Regime militar de 64 modernizou economia e esmagou liberdades
Autor: Mario Vitor Santos
Em 21 anos, o Produto Interno Bruto subiu de US$ 78 bilhões para US$ 270 bilhões, mas há quem defenda que a riqueza poderia ser melhor distribuída se tivesse havido uma sucessão pacífica de governos democráticos
Há trinta anos, tropas do Exército saíam às ruas para depor o presidente João Goulart e instaurar o regime militar que durante 21 anos (1964-1985) governou o país.
Hoje, mais distantes de paixões que naquele período cindiram o Brasil em lados inconciliáveis, pode-se ter uma idéia mais completa do que foi o período.
O debate promovido pela Folha entre o ministro-chefe da Secretaria do Planejamento no governo Geisel, João Paulo dos Reis Velloso, e o economista Francisco de Oliveira, do Cebrap, reproduzido nas páginas centrais deste caderno, mostra que há crescentes pontos de convergência entre forças antes antagônicas.
Um dos riscos, porém, de uma abordagem já distanciada no tempo é o de que, no papel, as arbitrariedades havidas durante o regime militar surjam tênues, difusas, aceitáveis, "males necessários" até.
Os 21 anos de governo militar podem ser divididos em três fases.
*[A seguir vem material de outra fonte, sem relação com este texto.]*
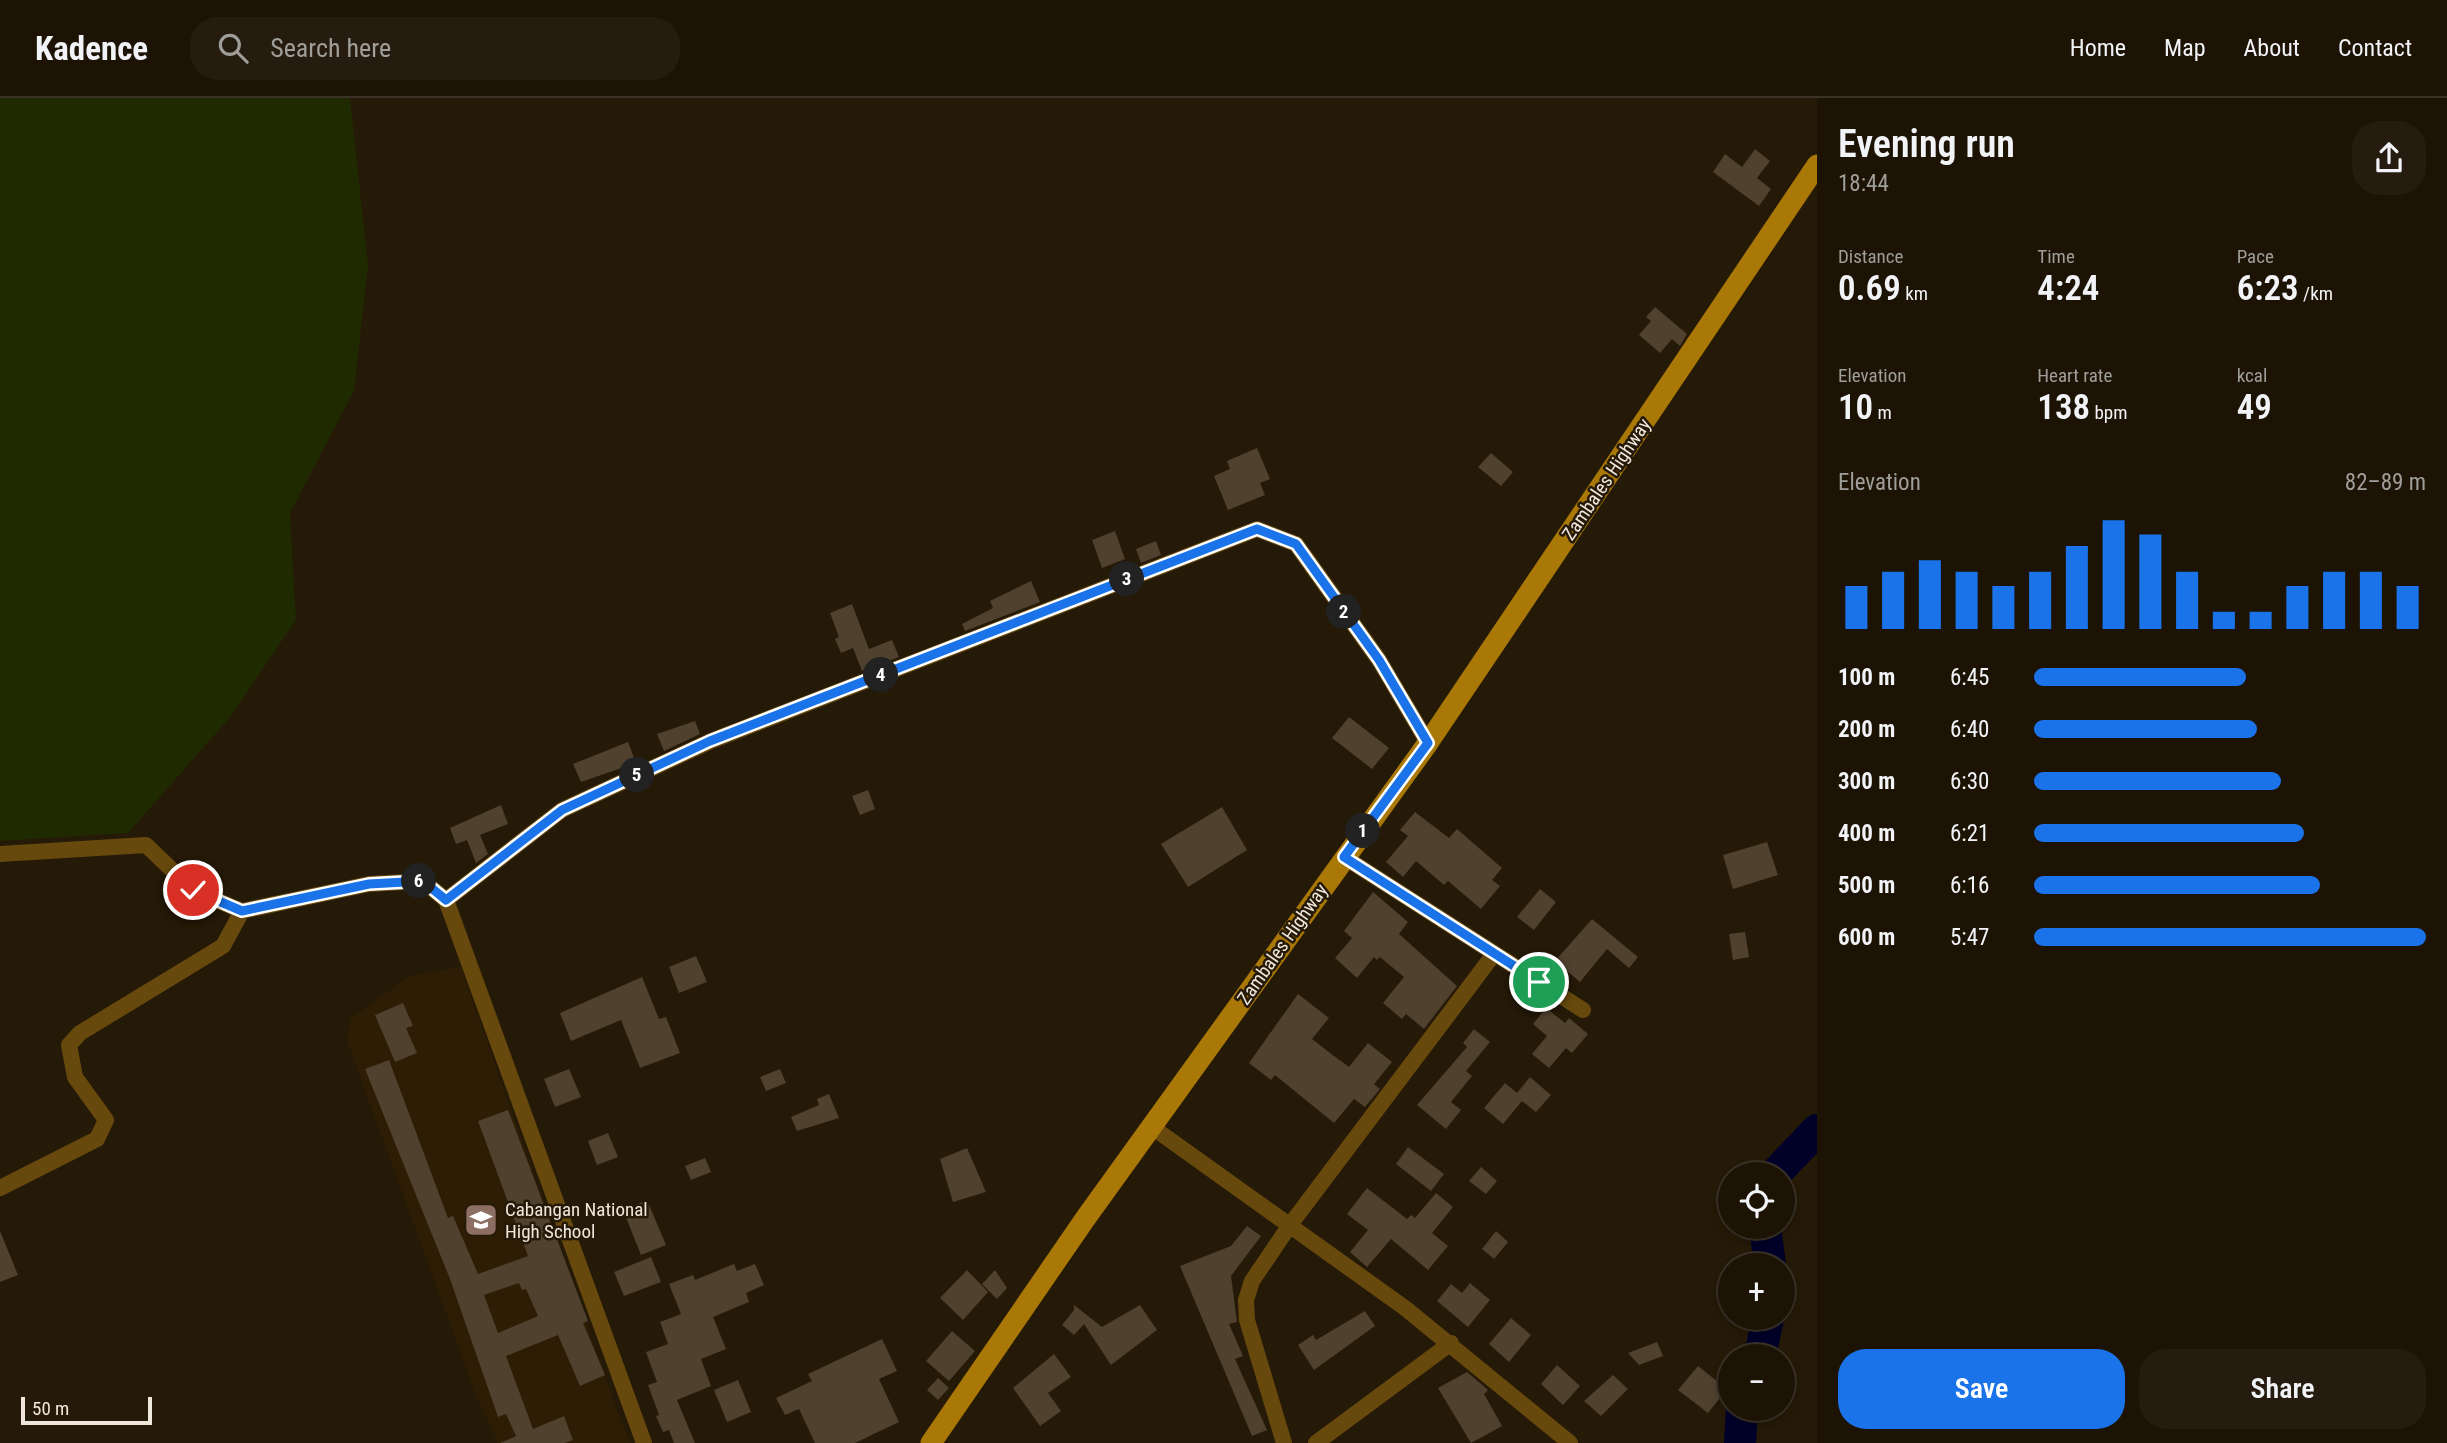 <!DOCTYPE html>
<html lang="en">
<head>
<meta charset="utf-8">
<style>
  body { margin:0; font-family:"Roboto Condensed",sans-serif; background:#251c0f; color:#f1f3f6; height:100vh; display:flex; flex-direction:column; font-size:26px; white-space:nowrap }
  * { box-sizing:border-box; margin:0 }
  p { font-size:23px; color:#a09e9a }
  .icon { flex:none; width:38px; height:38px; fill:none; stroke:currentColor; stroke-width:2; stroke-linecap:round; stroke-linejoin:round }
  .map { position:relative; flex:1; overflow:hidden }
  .drawer { display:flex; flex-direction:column; background:#1c1305; width:630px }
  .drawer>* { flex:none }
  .controls { position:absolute; left:1718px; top:1064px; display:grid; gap:14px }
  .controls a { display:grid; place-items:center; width:77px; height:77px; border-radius:50%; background:#1c1305; box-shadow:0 4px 10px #0003,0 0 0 2px #3a3227; font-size:35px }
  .scale { position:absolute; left:21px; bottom:18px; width:131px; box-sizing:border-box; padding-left:7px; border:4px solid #f0e7dc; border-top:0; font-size:19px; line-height:24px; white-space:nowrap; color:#f0e7dc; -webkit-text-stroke:5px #251907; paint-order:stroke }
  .pin { position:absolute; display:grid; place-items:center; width:60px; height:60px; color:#fff; margin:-30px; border:4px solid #fff; border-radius:50%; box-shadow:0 2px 7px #0007 }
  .km { position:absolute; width:35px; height:35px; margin:-18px; border-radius:50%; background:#222; color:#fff; font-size:19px; line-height:35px; text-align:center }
  .round { display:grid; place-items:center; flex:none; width:74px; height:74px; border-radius:28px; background:#251c0f }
  .overview { display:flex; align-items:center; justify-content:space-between; height:119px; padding:0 21px }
  h1 { font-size:38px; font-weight:600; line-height:52px }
  .stats { display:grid; grid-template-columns:repeat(3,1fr); gap:10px; height:119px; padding:7px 21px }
  .stats div { display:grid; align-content:center }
  .stats b { font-size:35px; font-weight:600 }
  .stats small { font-size:19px; font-weight:400 }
  .stats p { font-size:19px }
  .chart { height:196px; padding:14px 21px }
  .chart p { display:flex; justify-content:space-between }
  .chart svg { width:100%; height:126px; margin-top:7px; stroke:#1a73e8; stroke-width:6 }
  .cta { display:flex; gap:14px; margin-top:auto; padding:14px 21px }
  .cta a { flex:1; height:80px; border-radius:28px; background:#1a73e8; color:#fff; font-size:28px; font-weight:600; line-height:80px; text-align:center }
  .cta a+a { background:#251c0f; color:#f1f3f6 }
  ul { padding:0 21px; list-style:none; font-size:23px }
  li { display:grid; grid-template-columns:112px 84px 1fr; align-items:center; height:52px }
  li i { height:18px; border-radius:9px; background:#1a73e8 }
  header { display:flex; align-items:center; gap:42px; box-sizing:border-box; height:98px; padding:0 35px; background:#1c1305; border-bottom:2px solid #3a3227 }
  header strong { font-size:33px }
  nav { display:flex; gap:38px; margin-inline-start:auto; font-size:24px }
  .search { width:490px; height:63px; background:#251c0f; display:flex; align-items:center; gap:18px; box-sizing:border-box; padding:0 24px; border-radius:28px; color:#a09e9a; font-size:26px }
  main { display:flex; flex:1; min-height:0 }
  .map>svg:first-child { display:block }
  .built { fill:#2d1d04 }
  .green { fill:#202a00 }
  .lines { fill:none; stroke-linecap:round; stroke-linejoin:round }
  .river { stroke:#000029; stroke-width:32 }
  .building { fill:#4f412e; fill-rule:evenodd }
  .minor { stroke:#67490d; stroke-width:16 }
  .primary { stroke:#aa7806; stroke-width:21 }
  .route-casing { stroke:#fff; stroke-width:14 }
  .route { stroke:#1a73e8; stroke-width:9 }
  .labels { text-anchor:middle; stroke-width:5; stroke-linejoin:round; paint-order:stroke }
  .street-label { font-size:19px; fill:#f0e7dc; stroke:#251907 }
  .poi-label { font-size:19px; fill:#f0e7dc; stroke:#251907; text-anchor:start }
</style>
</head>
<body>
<header>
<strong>Kadence</strong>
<div class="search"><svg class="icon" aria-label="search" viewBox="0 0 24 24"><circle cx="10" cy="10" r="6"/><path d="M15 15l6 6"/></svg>Search here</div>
<nav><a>Home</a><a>Map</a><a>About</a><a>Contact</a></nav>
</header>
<main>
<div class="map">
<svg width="1817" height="1345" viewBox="0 0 1817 1345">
  <rect width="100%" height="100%" fill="#251907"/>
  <path class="built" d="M461,869L618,1315L631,1345H498L477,1300L347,943L350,921L409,878Z"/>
  <path class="green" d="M0,0H350L368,167L354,293L290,415L296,522L232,617L128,735L0,743Z"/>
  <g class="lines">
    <path class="river" d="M1775,1076L1817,1032
      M1765,1129L1770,1167
      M1760,1258L1768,1220
      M1740,1345L1742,1311"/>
  </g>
  <path class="building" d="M1755,51L1770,63L1757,80L1771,91L1759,108L1713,74L1725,56L1742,69Z
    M1655,209L1687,236L1680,248L1672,241L1660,255L1639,237L1651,223L1646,219Z
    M1257,350L1270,381L1260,385L1265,397L1228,412L1214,378L1230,371L1227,363Z
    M1491,355L1513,374L1501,388L1478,369Z
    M1115,433L1125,461L1102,470L1092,442Z
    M1156,443L1161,457L1141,465L1136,451Z
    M1031,483L1040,504L965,533L962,526L993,510L990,503Z
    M852,506L869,551L892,542L899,559L862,573L853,550L841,555L835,541L839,539L830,515Z
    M1349,619L1389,650L1372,671L1332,640Z
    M695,623L700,636L664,653L657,636Z
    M628,644L636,665L581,684L573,666Z
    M868,692L875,711L860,717L852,698Z
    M501,707L508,726L480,737L488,756L476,765L467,742L456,746L450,730Z
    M1222,709L1247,752L1188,789L1161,746Z
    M1415,714L1449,740L1457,731L1502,770L1492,782L1500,788L1481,811L1448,783L1444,787L1416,763L1403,779L1386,764L1408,738L1400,732Z
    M1767,744L1778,777L1733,791L1723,757Z
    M1540,791L1556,804L1534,832L1517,819Z
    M1373,794L1408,824L1399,836L1457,888L1424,931L1406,916L1402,921L1383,905L1404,879L1380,859L1377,862L1374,859L1357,880L1335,860L1352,840L1344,833Z
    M1592,821L1638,859L1629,870L1607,851L1580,884L1555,863Z
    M1745,834L1749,859L1733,862L1729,836Z
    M696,858L707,884L679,895L669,869Z
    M642,879L659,921L666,919L680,955L640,970L621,922L571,943L560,915Z
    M1298,896L1329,920L1312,941L1334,958L1349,969L1368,945L1392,964L1374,986L1380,991L1365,1009L1354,1001L1334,1025L1275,977L1271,982L1249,965Z
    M403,905L413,928L406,930L417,955L395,964L375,917Z
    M1546,910L1565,925L1569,920L1588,936L1572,955L1566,950L1549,970L1532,956L1547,938L1533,926Z
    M1474,931L1490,944L1466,973L1472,978L1451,1004L1461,1012L1446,1031L1417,1007L1467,949L1463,945Z
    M389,962L448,1120L453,1118L478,1176L528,1158L478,1023L508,1012L588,1223L583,1225L605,1277L580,1288L558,1237L506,1258L533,1331L564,1318L573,1342L565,1345H500L516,1338L506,1316L498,1319L450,1181L365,971ZM519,1185L522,1192L526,1191L538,1218L498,1235L484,1197Z
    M569,971L581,999L555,1009L544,981Z
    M780,971L786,985L766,993L760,979Z
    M1530,979L1551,997L1536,1014L1522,1003L1503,1026L1484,1010L1505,985L1517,995Z
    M829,996L839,1020L797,1033L791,1019L819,1007L817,1001Z
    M608,1035L618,1059L597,1067L588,1043Z
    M1408,1049L1444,1076L1431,1093L1396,1066Z
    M967,1050L986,1094L953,1104L940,1061Z
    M705,1060L711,1074L691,1082L685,1068Z
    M1481,1069L1497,1083L1486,1096L1469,1083Z
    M1367,1090L1407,1121L1411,1117L1415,1120L1436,1095L1453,1109L1432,1135L1448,1148L1428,1172L1391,1141L1367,1169L1350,1154L1368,1132L1347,1116Z
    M647,1102L666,1147L641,1157L623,1112Z
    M1247,1128L1261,1138L1231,1178L1237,1224L1229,1226L1243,1258L1235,1261L1267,1332L1252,1338L1180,1168L1231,1148Z
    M0,1133L18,1177L0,1184Z
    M1496,1133L1508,1144L1494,1161L1482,1151Z
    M651,1159L661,1184L624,1198L614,1174Z
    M734,1166L737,1173L755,1166L764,1187L746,1195L749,1204L713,1219L726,1251L701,1261L711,1288L677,1302L695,1345H674L669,1332L663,1334L656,1318L659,1317L648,1287L657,1284L646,1254L668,1246L660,1224L681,1216L669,1186L693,1177L695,1182Z
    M967,1172L988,1194L963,1222L940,1200Z
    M995,1172L1007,1190L997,1201L982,1186Z
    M1470,1185L1490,1202L1468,1229L1437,1203L1451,1186L1462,1195Z
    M1074,1207L1102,1229L1140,1207L1157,1232L1111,1267L1084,1226L1074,1237L1062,1227L1074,1212Z
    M1365,1213L1375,1228L1314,1272L1298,1247L1313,1237L1316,1242Z
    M1511,1220L1531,1237L1509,1264L1489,1246Z
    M952,1233L975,1253L949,1283L926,1263Z
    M882,1241L897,1273L879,1281L899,1324L855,1345H815L799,1311L785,1317L776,1300L812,1283L808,1276Z
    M1657,1244L1663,1258L1639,1267L1628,1255Z
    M1054,1256L1071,1279L1048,1295L1061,1313L1040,1328L1013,1290Z
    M1557,1267L1580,1288L1563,1307L1541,1286Z
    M1698,1268L1727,1291L1708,1315L1678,1292Z
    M1467,1274L1488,1292L1484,1296L1502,1328L1471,1345L1438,1290Z
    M1613,1277L1628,1291L1601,1318L1584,1303Z
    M938,1280L949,1290L938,1302L927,1292Z
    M738,1282L751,1314L727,1324L714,1292Z"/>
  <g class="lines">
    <path class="minor" d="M0,756L146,747L193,792L242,813L369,786L423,783L446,802L644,1345
      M1344,759L1583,912
      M446,802L562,712L711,643L1257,431L1296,446L1379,562L1428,645
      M1152,1029L1405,1210L1570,1345
      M0,1090L97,1041L106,1022L75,979L69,947L80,935L223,848L242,813
      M1284,1345L1247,1222L1246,1202L1252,1183L1290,1127L1494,856
      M1316,1345L1451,1245"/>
    <path class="primary" d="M931,1345L1085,1121L1428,645L1817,67"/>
  </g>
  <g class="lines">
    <defs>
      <path id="route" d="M193,792L242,813L369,786L423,783L446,802L562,712L710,643L1257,431L1296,446L1379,562L1428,645L1344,759L1539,884"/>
    </defs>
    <use href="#route" class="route-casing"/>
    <use href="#route" class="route"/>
  </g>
  <defs>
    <symbol id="school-square" viewBox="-11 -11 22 22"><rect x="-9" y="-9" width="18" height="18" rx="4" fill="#8d6e63" stroke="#251907"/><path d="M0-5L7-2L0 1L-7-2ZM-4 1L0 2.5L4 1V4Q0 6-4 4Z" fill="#fff"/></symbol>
  </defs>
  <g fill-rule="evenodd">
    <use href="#school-square" x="462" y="1103" width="38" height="38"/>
  </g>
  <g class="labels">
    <g class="street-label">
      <text transform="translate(1606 381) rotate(-56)" y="7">Zambales Highway</text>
      <text transform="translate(1282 846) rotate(-55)" y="7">Zambales Highway</text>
    </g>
    <g class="poi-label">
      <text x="505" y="1118">Cabangan National<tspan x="505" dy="22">High School</tspan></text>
    </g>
  </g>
</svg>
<div class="controls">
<a><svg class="icon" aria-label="locate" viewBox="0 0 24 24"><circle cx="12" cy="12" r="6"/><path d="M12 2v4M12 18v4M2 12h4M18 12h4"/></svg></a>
<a>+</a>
<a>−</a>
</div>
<div class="scale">50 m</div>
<div class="pin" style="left:1539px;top:884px;background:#1e9e55"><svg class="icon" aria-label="arrive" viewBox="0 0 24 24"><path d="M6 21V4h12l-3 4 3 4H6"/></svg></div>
<div class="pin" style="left:193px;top:792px;background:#d93025"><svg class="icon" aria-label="check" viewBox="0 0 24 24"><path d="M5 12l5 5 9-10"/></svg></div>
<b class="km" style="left:1363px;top:733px">1</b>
<b class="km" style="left:1344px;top:514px">2</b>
<b class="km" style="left:1127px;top:481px">3</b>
<b class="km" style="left:881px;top:577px">4</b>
<b class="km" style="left:637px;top:677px">5</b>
<b class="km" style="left:419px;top:783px">6</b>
</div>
<section class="drawer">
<div class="overview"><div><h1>Evening run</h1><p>18:44</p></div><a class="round"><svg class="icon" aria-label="share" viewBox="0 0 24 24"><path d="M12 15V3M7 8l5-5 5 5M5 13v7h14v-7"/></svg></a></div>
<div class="stats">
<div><p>Distance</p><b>0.69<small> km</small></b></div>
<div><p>Time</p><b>4:24</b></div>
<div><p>Pace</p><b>6:23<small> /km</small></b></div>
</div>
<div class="stats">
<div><p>Elevation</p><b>10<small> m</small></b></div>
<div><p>Heart rate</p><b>138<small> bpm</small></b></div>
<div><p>kcal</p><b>49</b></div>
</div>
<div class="chart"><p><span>Elevation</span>82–89 m</p>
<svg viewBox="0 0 160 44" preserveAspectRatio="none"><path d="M5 44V29M15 44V24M25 44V20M35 44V24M45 44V29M55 44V24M65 44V15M75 44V6M85 44V11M95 44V24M105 44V38M115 44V38M125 44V29M135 44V24M145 44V24M155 44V29"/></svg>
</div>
<ul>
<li><b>100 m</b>6:45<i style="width:54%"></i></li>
<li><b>200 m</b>6:40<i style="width:57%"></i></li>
<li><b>300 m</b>6:30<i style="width:63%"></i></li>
<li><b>400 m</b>6:21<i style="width:69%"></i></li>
<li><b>500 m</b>6:16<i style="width:73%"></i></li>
<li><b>600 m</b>5:47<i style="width:100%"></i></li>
</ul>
<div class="cta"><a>Save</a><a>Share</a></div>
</section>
</main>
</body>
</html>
A primeira, que corresponde aos governos de Castello Branco e Costa e Silva, compreende o período de implantação das chamadas "reformas de base" do ciclo militar. O combate à inflação começou a dar resultados. A repressão era, diga-se assim, limitada.
A segunda fase, iniciada com o AI-5 em dezembro de 1968 e encerrada com a posse de Ernesto Geisel, caracterizou-se pelo estrangulamento do espaço político, ação da censura e desmantelamento da guerrilha, ao lado de baixa inflação e desenvolvimento econômico recorde. O próprio presidente Médici -principal representante do período- anunciou a face perversa desse chamado milagre brasileiro ao dizer que o país ia bem, mas o povo ia mal.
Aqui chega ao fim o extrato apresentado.